Le liquide était sur le point de recouvrir entièrement Langdon. Il avait pris une dernière inspiration et crié quelque chose à propos d’un franc-maçon célèbre, l’un des pères fondateurs de la nation – scientifique, kabbaliste, mathématicien, inventeur, et auteur du kamea magique qui portait aujourd’hui son nom.

Franklin.

Tout s’illumina.

Franklin Square... le carré de Franklin !

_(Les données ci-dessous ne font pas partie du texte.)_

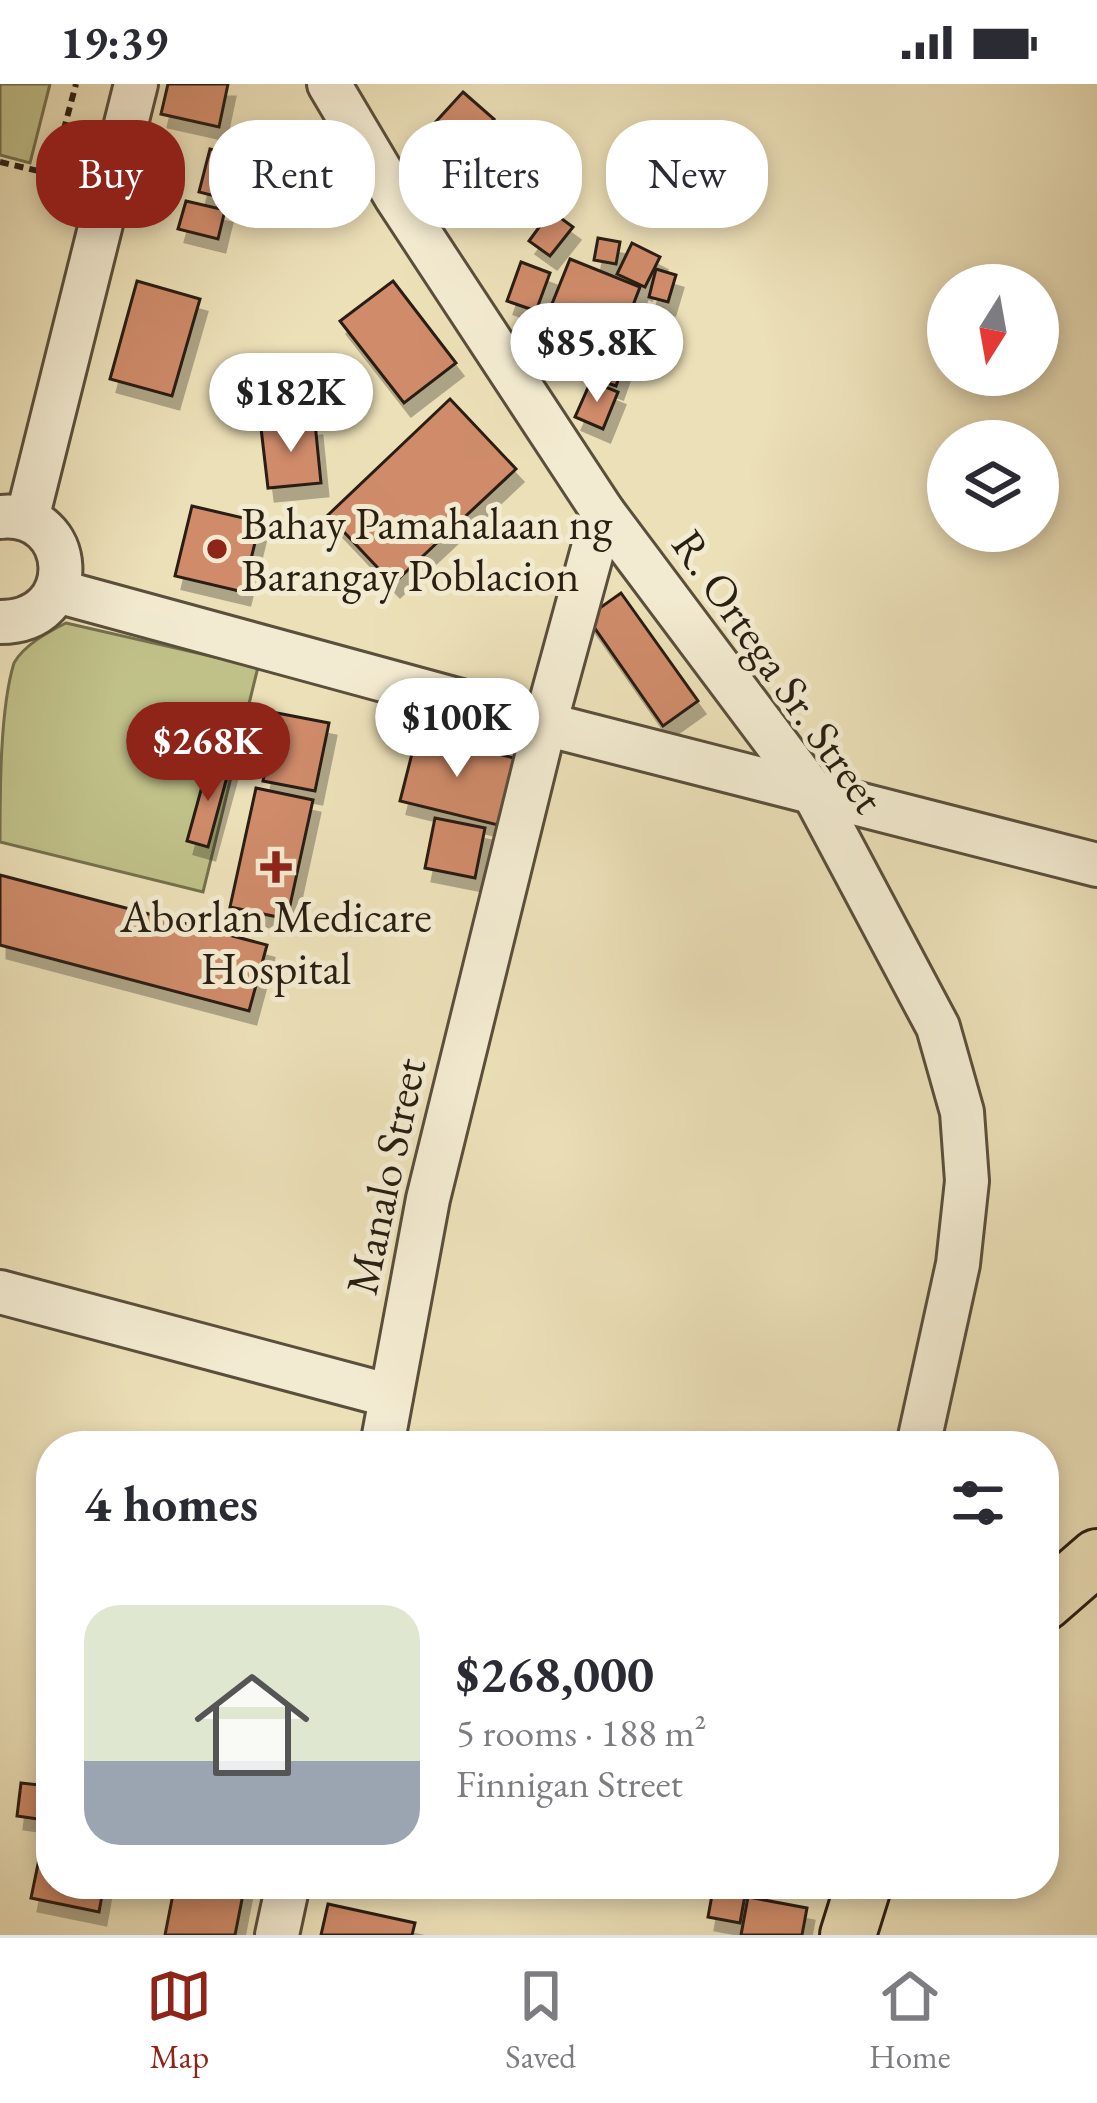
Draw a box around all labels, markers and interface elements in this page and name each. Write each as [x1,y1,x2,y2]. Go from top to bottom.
text: 19:39 [60,13,168,71]
chip: Buy [36,120,185,228]
chip: Rent [209,120,375,228]
chip: Filters [399,120,582,228]
chip: New [606,120,768,228]
north arrow [927,264,1059,396]
map controls [927,264,1059,552]
pin: $85.8K [499,303,695,405]
text: $85.8K [537,316,657,367]
pin: $182K [207,353,375,455]
text: $182K [236,366,346,417]
button: layers [927,420,1059,552]
place label: Bahay Pamahalaan ng Barangay Poblacion [241,494,613,604]
street label: R. Ortega Sr. Street [660,518,898,824]
marker: Bahay Pamahalaan ng Barangay Poblacion [204,536,230,562]
pin: $100K [373,678,541,780]
text: $100K [402,691,512,742]
pin: $268K [124,702,292,804]
text: $268K [153,715,263,766]
marker: Aborlan Medicare Hospital [260,851,292,883]
place label: Aborlan Medicare Hospital [119,887,432,997]
street label: Manalo Street [332,1052,438,1300]
text: 4 homes [84,1470,258,1536]
icon: filters [945,1470,1011,1536]
text: $268,000 [456,1641,654,1707]
icon: home [180,1653,324,1797]
text: 5 rooms · 188 m² [456,1707,707,1758]
text: Finnigan Street [456,1758,683,1809]
tab: Map [146,1963,212,2078]
tab: Saved [505,1963,576,2078]
tab: Home [869,1963,951,2078]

Et maintenant, Mal’akh, le cœur battant, lançait une recherche sur Internet. Devant les dizaines de résultats, il en ouvrit un au hasard :

LE CARRÉ DE FRANKLIN D’ORDRE HUIT

L’un des plus célèbres carrés magiques de l’histoire est le carré d’ordre huit créé en 1769 par le scientifique américain Benjamin Franklin – sa particularité étant que la constante magique est également restituée selon des « diagonales pliées ». L’attrait de Franklin pour cet art mystique a sans doute été nourri par les relations intimes qu’il entretenait avec des alchimistes et des hermétistes de renom, ainsi que par sa croyance en l’astrologie, que l’on retrouve dans les prédictions de l’Almanach du pauvre Richard.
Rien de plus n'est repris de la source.